Blue Ribbon Crab Apple Jelly

Hank remembers making award-winning crab apple jelly with his mother.


| September/October 2014



Crabapple Jelly in a Jar

A few sparkling jars of crabapple jelly.

Photo by iStockphoto.com/Allkindza

I can’t say exactly why, but as a youngster, my mother and I forged a real bond in the garden and the kitchen. I was always first in line to help plant the seeds, and even though I didn’t love weeding, I understood its value and therefore just gritted it out in the hot summer sun. I was also first in line to lick the beaters and to receive hot cookie pans to carefully unload the treats onto brown paper sheets to cool.

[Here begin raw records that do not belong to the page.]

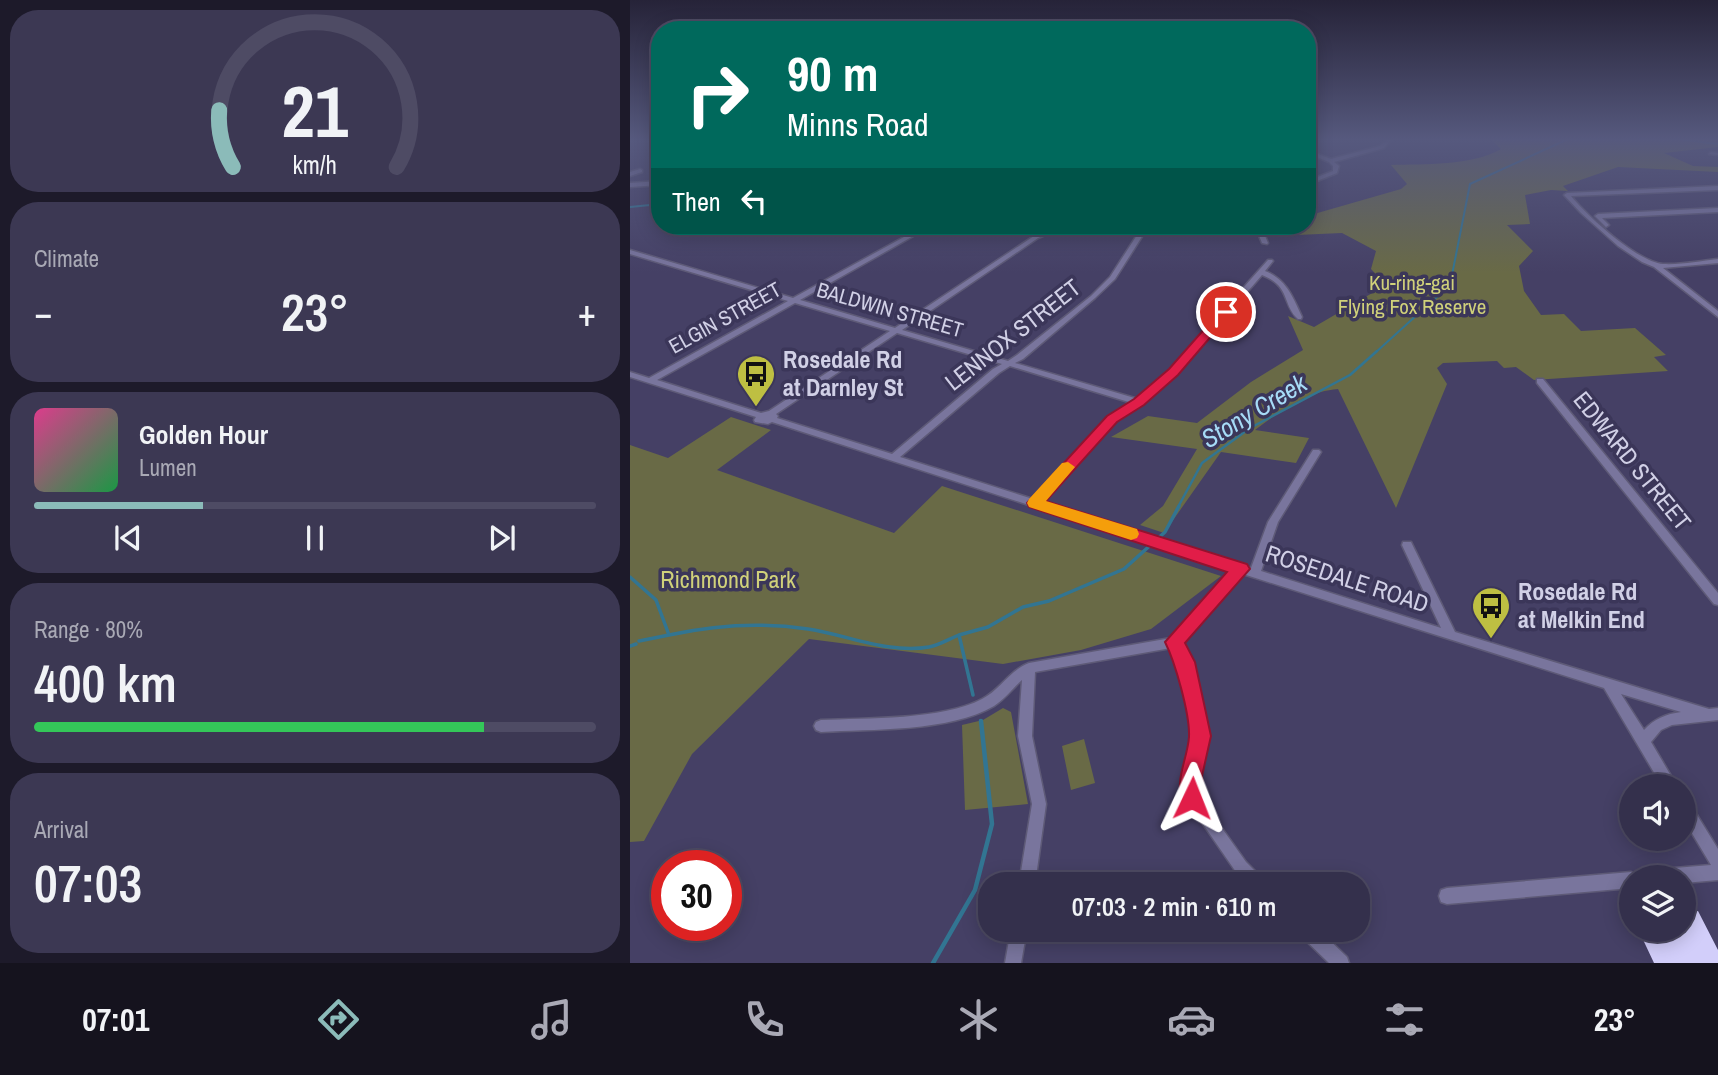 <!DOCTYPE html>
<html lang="en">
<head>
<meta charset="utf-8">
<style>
  :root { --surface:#34304c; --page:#3c3853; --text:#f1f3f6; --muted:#a9a9b5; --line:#4e4b64; --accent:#8bbbb9 }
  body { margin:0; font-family:"Archivo Narrow",sans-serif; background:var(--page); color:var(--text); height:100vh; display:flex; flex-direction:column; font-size:26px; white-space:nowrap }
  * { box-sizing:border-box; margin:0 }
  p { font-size:23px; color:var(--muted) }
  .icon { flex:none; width:38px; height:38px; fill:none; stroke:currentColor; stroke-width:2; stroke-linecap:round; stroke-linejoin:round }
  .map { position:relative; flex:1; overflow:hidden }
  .details { display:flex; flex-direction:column; gap:10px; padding:10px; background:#1d1a2a; width:630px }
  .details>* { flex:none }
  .banner { position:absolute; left:21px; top:21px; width:665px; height:214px; border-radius:28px; box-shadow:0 4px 18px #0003,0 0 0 2px var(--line); background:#00695c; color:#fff; overflow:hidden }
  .controls { position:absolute; left:989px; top:774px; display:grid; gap:14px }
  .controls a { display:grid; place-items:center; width:77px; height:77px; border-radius:50%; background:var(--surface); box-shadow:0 4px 18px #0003,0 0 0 2px var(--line); font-size:35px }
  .speed { position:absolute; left:21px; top:850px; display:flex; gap:14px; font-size:35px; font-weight:700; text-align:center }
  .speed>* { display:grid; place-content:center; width:91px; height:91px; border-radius:50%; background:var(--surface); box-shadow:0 4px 18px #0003,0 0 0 2px var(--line); line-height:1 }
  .speed .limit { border:10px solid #d22; background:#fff; color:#111 }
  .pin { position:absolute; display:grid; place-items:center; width:60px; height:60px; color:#fff; margin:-30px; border:4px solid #fff; border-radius:50%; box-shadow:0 2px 7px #0007 }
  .me { position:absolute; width:77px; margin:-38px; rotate:2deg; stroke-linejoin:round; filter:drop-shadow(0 0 5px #0008) }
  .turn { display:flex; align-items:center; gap:24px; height:147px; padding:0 21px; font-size:32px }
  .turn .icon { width:91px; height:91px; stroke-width:2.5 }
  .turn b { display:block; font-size:49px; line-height:60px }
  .then { display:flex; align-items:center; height:66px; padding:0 21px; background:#0003; gap:14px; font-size:26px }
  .big { font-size:52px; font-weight:600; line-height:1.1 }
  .details .card { flex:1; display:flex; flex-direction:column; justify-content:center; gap:10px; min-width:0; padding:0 24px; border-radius:28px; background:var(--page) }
  .details .dial { align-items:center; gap:0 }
  .dial svg { height:182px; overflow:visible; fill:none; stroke:var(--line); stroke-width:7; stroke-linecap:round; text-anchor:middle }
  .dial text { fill:var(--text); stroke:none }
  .song { display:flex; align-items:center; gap:21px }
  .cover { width:84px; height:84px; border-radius:10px; background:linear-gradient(135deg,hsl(330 70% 55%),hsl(140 70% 35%)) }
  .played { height:7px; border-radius:4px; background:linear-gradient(90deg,var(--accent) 30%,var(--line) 30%) }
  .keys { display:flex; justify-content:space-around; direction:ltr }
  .heat { display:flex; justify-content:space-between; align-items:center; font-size:38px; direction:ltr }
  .charge { height:10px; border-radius:5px; background:linear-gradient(90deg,#34c759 80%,var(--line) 0) }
  .trip { position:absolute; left:348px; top:872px; width:392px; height:70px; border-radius:28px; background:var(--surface); box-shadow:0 4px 18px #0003,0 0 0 2px var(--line); font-weight:600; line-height:70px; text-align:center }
  .tab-bar { display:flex; height:112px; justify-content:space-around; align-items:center; background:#15131e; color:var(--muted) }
  .tab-bar .icon { width:49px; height:49px }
  .tab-bar .selected { color:var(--accent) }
  .tab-bar b { font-size:32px; color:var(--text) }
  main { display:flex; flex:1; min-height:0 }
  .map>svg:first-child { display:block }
</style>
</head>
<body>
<main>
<section class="details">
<div class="card dial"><svg viewBox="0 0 100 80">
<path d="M14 69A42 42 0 1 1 86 69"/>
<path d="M14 69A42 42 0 0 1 8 44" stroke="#8bbbb9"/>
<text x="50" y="56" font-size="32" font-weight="700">21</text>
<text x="50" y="72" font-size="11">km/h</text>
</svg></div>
<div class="card"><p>Climate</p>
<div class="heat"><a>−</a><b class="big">23°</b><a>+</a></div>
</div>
<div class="card">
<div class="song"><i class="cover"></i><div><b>Golden Hour</b><p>Lumen</p></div></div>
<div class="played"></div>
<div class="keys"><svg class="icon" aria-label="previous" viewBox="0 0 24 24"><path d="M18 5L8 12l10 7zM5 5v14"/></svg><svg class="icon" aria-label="pause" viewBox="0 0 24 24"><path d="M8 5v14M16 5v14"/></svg><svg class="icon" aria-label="next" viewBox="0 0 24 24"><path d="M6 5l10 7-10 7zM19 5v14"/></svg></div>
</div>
<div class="card"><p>Range · 80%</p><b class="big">400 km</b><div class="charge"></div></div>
<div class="card"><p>Arrival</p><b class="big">07:03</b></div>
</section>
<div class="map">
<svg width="1088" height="963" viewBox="0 0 1088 963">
  <rect width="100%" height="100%" fill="#454065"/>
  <path fill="#696a46" d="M861 139 1088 140V147L1034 153 1063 166 1088 167V172L988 167 933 186 938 191 921 190 895 195 900 224 877 225 903 251 889 266 894 291 911 315 934 314 951 331 1005 328 1036 355 1024 357 1038 371 904 380 886 367 874 368 867 361 813 363 807 368 817 384 766 508 708 389C678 391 649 412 625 430L679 438 666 463 591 452 534 533 510 525 533 506 567 449 481 437 518 416 567 423 621 382 673 350 658 316 684 327 756 285 741 269 746 251 712 233 644 236 639 226H677V216L771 189 777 184 761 165C793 164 842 166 871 149Z
    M101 417 141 430 87 470 264 533 312 486 591 576 521 629 451 650 373 664 179 639 62 754 14 841 0 842V445L38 458Z
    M373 708 381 712 398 804 335 810 332 725 353 720Z
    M454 739 465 783 441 790 432 746Z"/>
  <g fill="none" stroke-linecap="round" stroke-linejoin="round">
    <path stroke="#327592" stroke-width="2" d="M1048 139 1088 144
      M0 207 30 204
      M745 353 820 285 840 184 938 139"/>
    <path stroke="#327592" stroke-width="2.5" d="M548 507 572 463 620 428 720 375 747 351"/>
    <path stroke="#327592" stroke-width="3.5" d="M0 577 26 600 39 635C85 625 131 622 178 629 218 635 258 654 299 647 310 645 319 639 329 635
      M9 641 39 635
      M0 646 6 644
      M343 695 329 635 358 627 393 607 419 601 494 569 535 532 549 506"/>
    <path stroke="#327592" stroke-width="4.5" d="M303 963 345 890 362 824 351 721"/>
  </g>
  <path fill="#d2cefa" d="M1068 911 1088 950V963H1024L1008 929H1054V912Z"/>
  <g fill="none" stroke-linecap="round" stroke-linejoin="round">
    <defs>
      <path id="minor" d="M758 139H762L754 148 704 162 709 166 707 173 677 185V181L703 171V166L699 162 677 153V150L701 159 750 146Z
        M1081 152 1088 153V155L1079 154Z
        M10 169 12 170V172L0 176V172Z
        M30 181V185L0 187V183Z
        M1088 186V190L941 196C958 217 1008 262 1033 264 1051 265 1070 261 1088 259V263L1033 268 1088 311V317L1024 267 1012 262 988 246 951 213 934 195 937 193Z
        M1088 208V212L972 218 979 225 976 227 965 216 968 214Z
        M294 226H301L170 300 265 328 404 236 428 226H436L408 238 272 330 378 361 387 355 461 296 480 277 507 235 506 229 493 227 492 226H527L524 228 512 229 513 235 485 279 465 298 393 359 385 363 508 399 540 370 638 260H642L643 261 635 271C656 279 663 297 672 317L671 319H668C652 305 661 286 632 275L546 374 512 404 485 421 412 502 621 568 638 522 683 450H689L691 452 648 522 631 571 811 628 772 545 773 542H781L825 632 1079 709 1088 708V720L1042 725 1031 730 1021 742 1047 786H1032L974 688 613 574 551 643 561 662 577 736 567 776 569 796 616 862 633 879 636 884H617L606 872 555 798 553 776 563 736 549 663 541 648 405 672 402 736 416 804 405 884H389L402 804 388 736 392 680C383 688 375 699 364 706 320 732 241 729 191 732L186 730 184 726 186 722 191 720C236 718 313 720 352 699 370 690 380 670 399 663L541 638 603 571 142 422 138 424 125 422 124 420 126 417 0 377V372L19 378 158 301 0 254V250L163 298ZM165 303 260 331 139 411 131 413 27 380ZM267 333 372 364 363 369 262 454 147 418 148 416 146 414ZM380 366 502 403 479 417 403 499 270 457 369 373ZM991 694 1051 712C1036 714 1024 719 1014 730Z
        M625 226H631L638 243 637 244 632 243Z
        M907 379H913L1088 593V605L1084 604 907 383Z
        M1054 800 1059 802 1088 849V880L1054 883V877H1024L1027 872 1032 869 1081 865 1054 820Z
        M1001 872 1006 875 1007 877H1001V888L817 904 811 902 809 896 811 890 817 888Z
        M381 929H397L391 963H375Z
        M668 929H688L717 957 719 963H699L670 935Z"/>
    </defs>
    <use href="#minor" stroke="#5e5a77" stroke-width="3"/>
    <use href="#minor" fill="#79759d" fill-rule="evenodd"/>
  </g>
  <linearGradient id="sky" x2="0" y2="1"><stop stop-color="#262338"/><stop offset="0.51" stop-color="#56597e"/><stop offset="1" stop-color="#56597e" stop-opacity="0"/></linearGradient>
  <rect width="1088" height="273" fill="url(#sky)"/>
  <path fill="#e11d48" stroke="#92132f" stroke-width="2" d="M592 309 602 312 548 375 514 405 487 422 416 501 617 564 620 569 555 643 565 662 581 736 572 776 574 798 570 806 562 810 554 806C543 781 557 762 559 737 560 714 545 662 535 642L597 572 399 507 397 503 477 416 504 399 539 369Z"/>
  <path fill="#f59e0b" d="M438 462 445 467 416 501 507 529 509 534 507 538 501 540 399 507 397 503 399 499 432 463Z"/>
  <defs>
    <symbol id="bus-pin" viewBox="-11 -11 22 30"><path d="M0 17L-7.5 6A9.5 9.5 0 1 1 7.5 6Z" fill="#bebf42" stroke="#3b3659"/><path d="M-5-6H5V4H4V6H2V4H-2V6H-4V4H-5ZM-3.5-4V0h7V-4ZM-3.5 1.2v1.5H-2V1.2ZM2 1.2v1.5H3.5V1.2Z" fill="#111"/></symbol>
  </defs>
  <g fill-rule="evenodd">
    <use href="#bus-pin" x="104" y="352" width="44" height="60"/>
    <use href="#bus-pin" x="839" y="584" width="44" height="60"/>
  </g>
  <g text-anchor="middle" stroke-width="7" stroke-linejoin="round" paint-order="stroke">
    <g font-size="21" fill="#d0d17a" stroke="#3b3659">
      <text x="782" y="290">Ku-ring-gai<tspan x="782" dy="24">Flying Fox Reserve</tspan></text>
    </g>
    <g font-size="21" fill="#d1d0e6" stroke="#3b3659">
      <text transform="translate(260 310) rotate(16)" y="7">BALDWIN STREET</text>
      <text transform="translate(95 318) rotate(-29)" y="7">ELGIN STREET</text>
    </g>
    <g font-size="24" fill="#d1d0e6" stroke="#3b3659">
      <text transform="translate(383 335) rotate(-38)" y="8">LENNOX STREET</text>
      <text transform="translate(1002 461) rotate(51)" y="8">EDWARD STREET</text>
      <text transform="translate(717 579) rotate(18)" y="8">ROSEDALE ROAD</text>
    </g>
    <g font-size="24" font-weight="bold" fill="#d1d0e6" stroke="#3b3659" text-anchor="start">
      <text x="153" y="368">Rosedale Rd<tspan x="153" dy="28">at Darnley St</tspan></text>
      <text x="888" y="600">Rosedale Rd<tspan x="888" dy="28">at Melkin End</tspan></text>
    </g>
    <g font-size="24" fill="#d0d17a" stroke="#3b3659">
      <text x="98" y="588">Richmond Park</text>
    </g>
    <g font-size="26" font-style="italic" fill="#a6dbf6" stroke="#3b3659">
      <text transform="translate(624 411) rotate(-31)" y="9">Stony Creek</text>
    </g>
  </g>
</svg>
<div class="controls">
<a><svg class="icon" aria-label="sound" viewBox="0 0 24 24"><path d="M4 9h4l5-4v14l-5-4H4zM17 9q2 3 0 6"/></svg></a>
<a><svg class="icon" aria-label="layers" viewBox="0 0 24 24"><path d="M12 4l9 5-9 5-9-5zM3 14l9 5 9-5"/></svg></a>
</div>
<div class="speed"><div class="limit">30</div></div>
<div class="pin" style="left:596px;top:312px;background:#d93025"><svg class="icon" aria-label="arrive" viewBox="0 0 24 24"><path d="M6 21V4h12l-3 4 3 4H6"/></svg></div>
<svg class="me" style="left:562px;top:798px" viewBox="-20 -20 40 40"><path d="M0-17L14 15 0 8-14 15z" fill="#e11d48" stroke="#fff" stroke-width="4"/></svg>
<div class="trip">07:03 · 2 min · 610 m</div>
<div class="banner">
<div class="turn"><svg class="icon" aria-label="right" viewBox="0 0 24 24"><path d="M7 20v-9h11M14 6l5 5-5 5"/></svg><div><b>90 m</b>Minns Road</div></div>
<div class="then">Then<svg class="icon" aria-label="left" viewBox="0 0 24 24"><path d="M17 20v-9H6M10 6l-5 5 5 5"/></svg></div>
</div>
</div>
</main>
<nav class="tab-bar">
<b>07:01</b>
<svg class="icon selected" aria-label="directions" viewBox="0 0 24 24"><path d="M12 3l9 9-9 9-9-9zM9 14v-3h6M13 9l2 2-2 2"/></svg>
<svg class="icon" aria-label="music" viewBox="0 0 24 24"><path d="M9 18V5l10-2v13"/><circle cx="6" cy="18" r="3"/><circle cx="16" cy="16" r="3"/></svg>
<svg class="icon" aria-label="phone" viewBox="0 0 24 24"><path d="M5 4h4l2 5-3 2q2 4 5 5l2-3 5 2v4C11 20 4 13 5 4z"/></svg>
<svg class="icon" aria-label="climate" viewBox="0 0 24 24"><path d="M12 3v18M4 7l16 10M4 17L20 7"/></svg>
<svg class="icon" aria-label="car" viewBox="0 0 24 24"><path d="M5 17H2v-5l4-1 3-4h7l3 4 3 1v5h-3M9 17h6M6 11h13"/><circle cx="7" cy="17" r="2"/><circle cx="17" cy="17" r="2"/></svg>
<svg class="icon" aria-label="filters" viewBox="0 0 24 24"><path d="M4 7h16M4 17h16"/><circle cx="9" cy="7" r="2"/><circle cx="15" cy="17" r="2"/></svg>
<b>23°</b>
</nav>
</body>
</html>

I may have snuck a flawed thumbprint, snickerdoodle or you-name-it, feeling justified at the thought that she would not want to pack a broken cookie into the freezer.

As much as I liked the growing of vegetables and the general doings in the kitchen, it was helping my mother with her crabapple jelly that I recall most fondly. The tree in question wasn’t our tree; it lived on a neighbor’s place. The neighbor had no use for the tree, except that it produced breathtaking blooms in the spring — but come fall, the overripe and rotting crabapples and the hornets and drunken robins that the fruit attracted caused our neighbor to reconsider.

I don’t remember how it happened exactly, but one day my mother announced that she had gotten permission to pick from our neighbor’s crabapple tree, and that she was going to make jelly and butter from the bounty. I was excited. I was first in line to offer to climb the tree and help pick — and help pick, I did. It was at the same time exciting and mentally intoxicating.

That first year we may have picked about 10 gallons of the pecan-sized fruit. In later years, the yield was more or less, but there always seemed to be plenty. I was fascinated with the process of processing. First, the crabapples were washed and stemmed, and then they were boiled. My job was to take the boiled apples and mash them through a conical sieve using a wooden pestle that was matched to it, collecting the juice in a bowl below and placing the pulp in a piece of tightly woven cotton for further juice extraction.

All of the pulp went in one direction — to be made into crabapple butter as I learned later — and all of the thrice-filtered juice went back into a pot to be simmered with spices, sugar and pectin. And as the liquid rolled and bubbled, it developed a layer of foam that my mother called scum. I was assigned the task of stirring and skimming the scum and depositing it into a bowl. As the scum jelled, I would sample it — tart, sweet, spicy, complex, summer sunshine, games of kick the can were all contained in that flavor.

Once sufficiently boiled, my mother would single-handedly mete out portions of the liquid and carefully transfer them to decorative jelly jars and deftly float molten wax on the surface. She took extreme care that no air bubbles were incorporated and that no wax or jelly stuck to the glass above the seal. Once cooled, the jars sat in a row, like crystals, perfectly clear, with hints of yellow and pink.